Yesterday’s oral argument before the Supreme Court was most notable in the collapsing of the false narrative used by many Democratic senators and media figures in the Barrett confirmation that the Affordable Care Act was close to being overturned in the case of California v. Texas. That conspiracy theory (of which suggested that the rush to confirm Barrett was to supply the final needed vote) was shattered when both Chief Justice John Roberts and Associate Justice Brett Kavanaugh repeated their position in favor of severance — a position that would guarantee the survival of the ACA. What was equally notable however was the slightly pathetic scene of Roberts effectively acknowledging that he might have been a chump in accepting the arguments on the individual mandate eight years ago in National Federation of Independent Business v. Sebelius, 567 U.S. 519 (2012). For years, Roberts has been on a collision course with himself — and yesterday he had a one-person pileup.
Eight years ago, Roberts sided with the conservative justices that requiring individuals to buy insurance was a flagrant violation of federalism guarantees, a view I shared. But in what read like a last minute addition, he voted with the four liberal justices in declaring that none of that matters because he viewed the individual mandate as a tax. It was a surprising turn, since both sides had denied that this was a tax. But by declaring the individual mandate an exercise of the taxing authority of Congress, Roberts saved the law. He insisted the individual mandate was the thumping heart of ObamaCare, which could not survive without its tax revenue from the healthy young citizens who would pay more into the system than they took out. Roberts wrote that “the individual mandate was Congress’s solution” to the existential problems associated with a national health care system. Likewise, the liberal justices joined Roberts in saying that, without the individual mandate, the other parts of the ACA “alone will not work.”

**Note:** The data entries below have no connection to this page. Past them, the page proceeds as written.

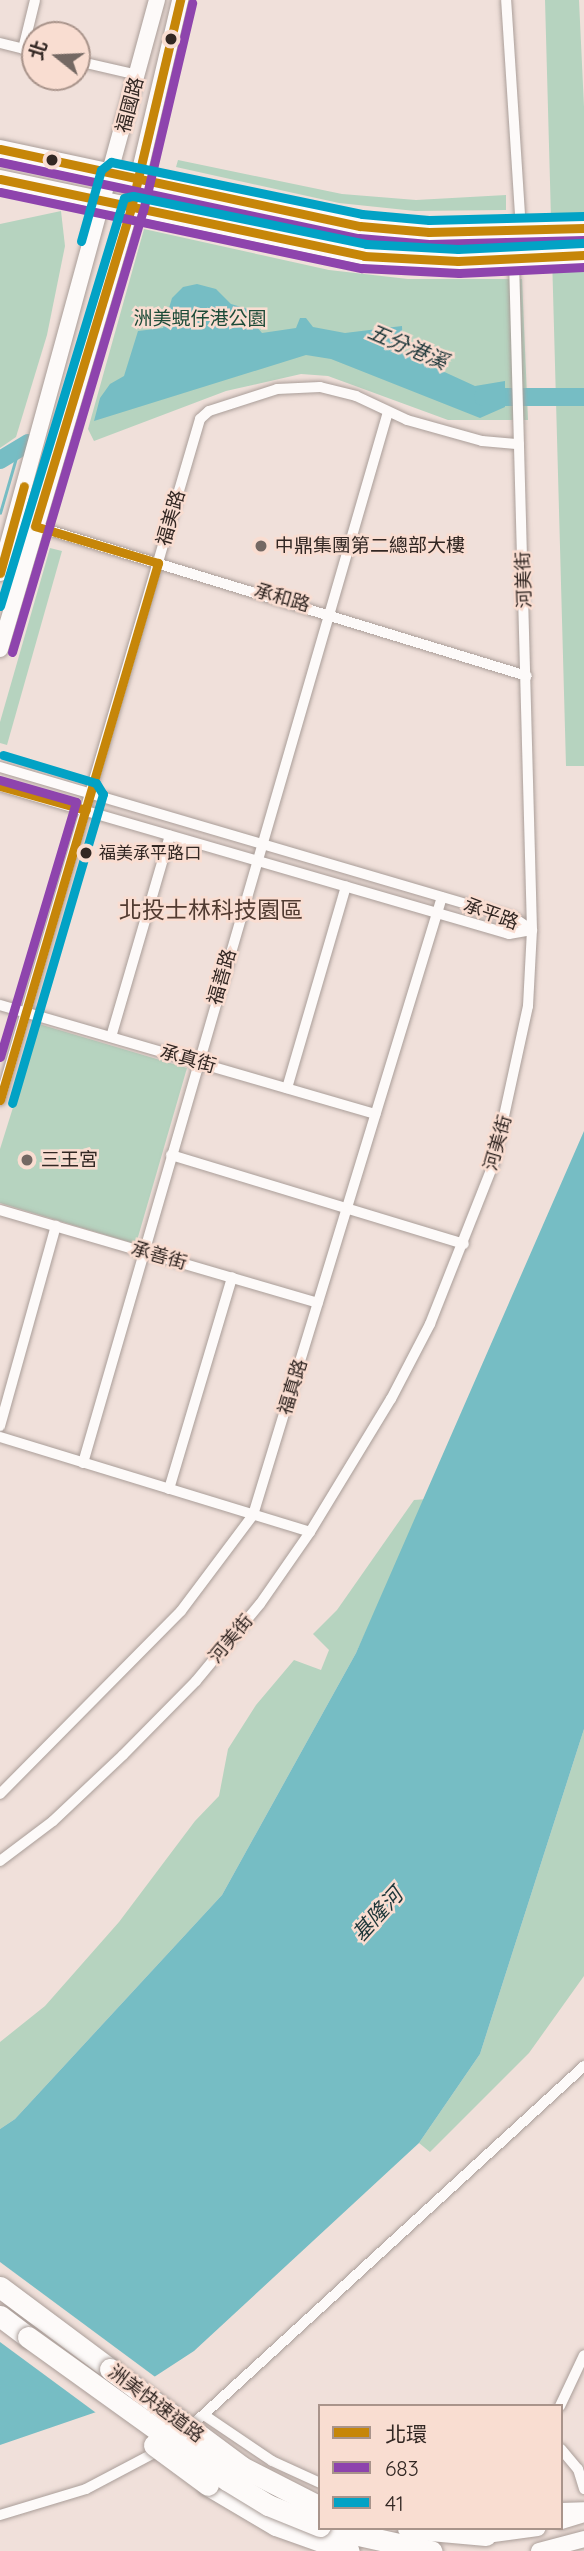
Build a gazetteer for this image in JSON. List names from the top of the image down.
{
  "streets": {
    "highway": ["洲美快速道路"],
    "street": [
      "福國路",
      "福美路",
      "河美街",
      "承和路",
      "承平路",
      "福善路",
      "承真街",
      "承善街",
      "福真路"
    ]
  },
  "crossings": [
    ["福國路", "承和路"],
    ["福美路", "承和路"],
    ["福美路", "承平路"],
    ["福美路", "福善路"],
    ["福美路", "承真街"],
    ["河美街", "承和路"],
    ["河美街", "承平路"],
    ["承和路", "福善路"],
    ["承平路", "福善路"],
    ["承平路", "福真路"],
    ["福善路", "承真街"],
    ["福善路", "承善街"],
    ["承真街", "福真路"],
    ["承善街", "福真路"]
  ],
  "districts": ["北投士林科技園區"],
  "water": ["五分港溪", "基隆河"],
  "parks": ["洲美蜆仔港公園"],
  "places": ["中鼎集團第二總部大樓", "福美承平路口", "三王宮"],
  "lines": ["transit line 北環", "transit line 683", "transit line 41"],
  "legend": ["北環", "683", "41"],
  "north": "left"
}
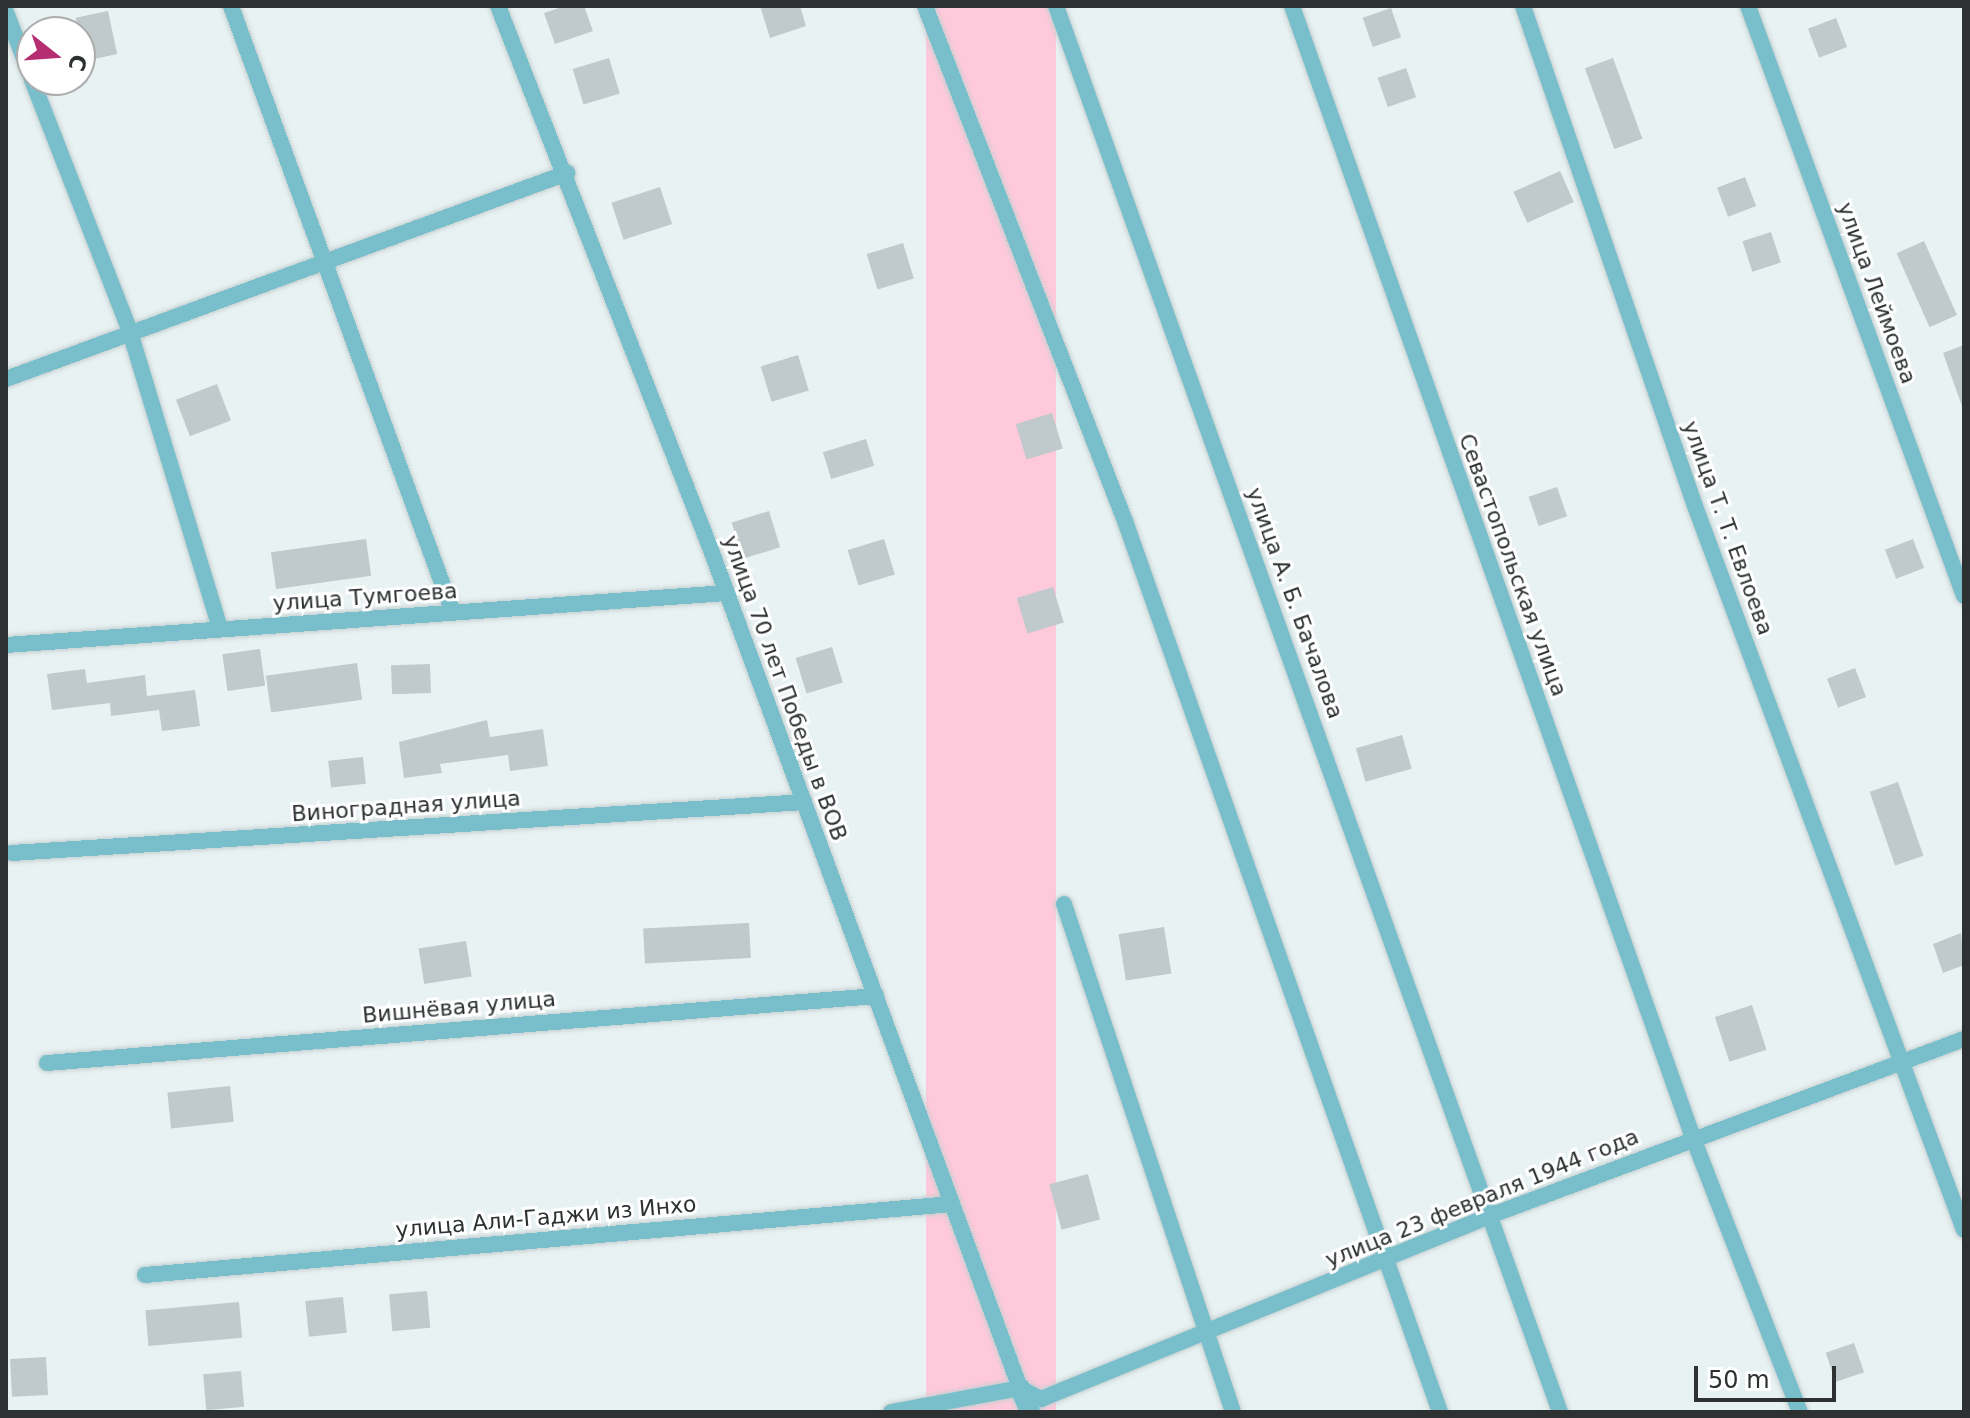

His decision, refashioning the mandate as a tax, appeared artificial and opportunistic to many of us. It also sowed the seeds of its own destruction by not just resting the survival of ObamaCare on the existence of the tax but by insisting that the law could not survive without it. Congress called his bluff by zeroing out the tax, which was the very thing that Roberts had said was needed to sustain ObamaCare as a constitutional matter.
In the oral argument in 2012, Roberts explored whether Congress could force Americans to buy broccoli to make themselves healthier. While Roberts ultimately ruled that the individual mandate (and broccoli compulsion) was a violation of federalism, he made all of that discussion moot by declaring the individual mandate a tax.
Now, the supporters of the ACA are back and insisting that the individual mandate was never really the essential element that they claimed to the Court. The painful position of Roberts was evident in oral argument:
“Eight years ago, those defending the mandate emphasized that it was the key to the whole act. Everything turned on getting money from people forced to buy insurance to cover all the other shortfalls in the expansion of healthcare. But now the representation is that, oh, no, everything’s fine without it. Why the bait and switch? . . . We spent all that time talking about broccoli for nothing?”
Well, it was not for nothing. It was a bait and switch. What is interesting is that Roberts took the bait and now appears ready to do his own switch. He suggested that he would again save the ACA through severance but do so by recognizing that the basis of his earlier opinion is now invalid. Indeed, Roberts himself could find the individual mandate unconstitutional.
So, Roberts could create a curious precedent: he saved the ACA in 2012 by declaring the individual mandate essential to the survival of Act and then may save the ACA again in 2020 by declaring that the individual mandate is not essential to the survival of the Act. If that seems confusing, welcome to the world of Chief Justice Roberts on the ACA.